REQUIREMENT — How many lines below hold "places"? Answer with only the number.

INPUT MATERIAL —
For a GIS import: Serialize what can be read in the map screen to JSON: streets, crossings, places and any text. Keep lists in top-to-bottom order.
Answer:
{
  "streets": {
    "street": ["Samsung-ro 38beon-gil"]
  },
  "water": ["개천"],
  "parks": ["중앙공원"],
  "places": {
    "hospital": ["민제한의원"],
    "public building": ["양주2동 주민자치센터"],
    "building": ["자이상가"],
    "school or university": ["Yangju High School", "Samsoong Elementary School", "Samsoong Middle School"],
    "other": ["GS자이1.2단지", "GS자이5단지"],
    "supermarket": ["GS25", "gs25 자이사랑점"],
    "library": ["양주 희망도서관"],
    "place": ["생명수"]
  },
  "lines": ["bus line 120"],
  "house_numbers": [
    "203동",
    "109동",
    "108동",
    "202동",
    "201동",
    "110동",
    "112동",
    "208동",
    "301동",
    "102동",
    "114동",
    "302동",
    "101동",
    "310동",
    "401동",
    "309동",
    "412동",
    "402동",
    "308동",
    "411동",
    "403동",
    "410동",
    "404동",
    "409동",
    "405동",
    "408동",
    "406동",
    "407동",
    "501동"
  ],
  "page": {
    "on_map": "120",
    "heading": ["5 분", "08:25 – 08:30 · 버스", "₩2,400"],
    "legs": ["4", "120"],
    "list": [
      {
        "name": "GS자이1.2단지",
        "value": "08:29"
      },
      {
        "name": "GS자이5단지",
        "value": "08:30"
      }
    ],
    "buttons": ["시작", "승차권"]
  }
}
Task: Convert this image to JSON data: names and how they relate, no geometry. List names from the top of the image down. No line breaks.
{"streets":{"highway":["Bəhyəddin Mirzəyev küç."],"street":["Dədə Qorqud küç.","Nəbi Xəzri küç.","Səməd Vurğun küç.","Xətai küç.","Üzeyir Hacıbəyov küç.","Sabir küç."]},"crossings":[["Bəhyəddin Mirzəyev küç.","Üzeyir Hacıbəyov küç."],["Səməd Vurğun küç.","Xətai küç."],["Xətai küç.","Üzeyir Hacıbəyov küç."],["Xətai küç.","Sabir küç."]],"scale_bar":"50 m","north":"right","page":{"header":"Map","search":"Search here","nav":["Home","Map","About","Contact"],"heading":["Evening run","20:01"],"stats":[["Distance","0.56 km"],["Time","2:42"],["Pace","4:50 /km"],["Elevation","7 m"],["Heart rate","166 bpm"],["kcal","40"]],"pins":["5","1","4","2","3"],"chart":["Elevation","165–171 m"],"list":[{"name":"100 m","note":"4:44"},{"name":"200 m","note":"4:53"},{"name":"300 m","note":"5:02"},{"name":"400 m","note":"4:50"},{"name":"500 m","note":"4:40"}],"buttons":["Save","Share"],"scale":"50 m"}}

PROBLEM SOLUTION — 2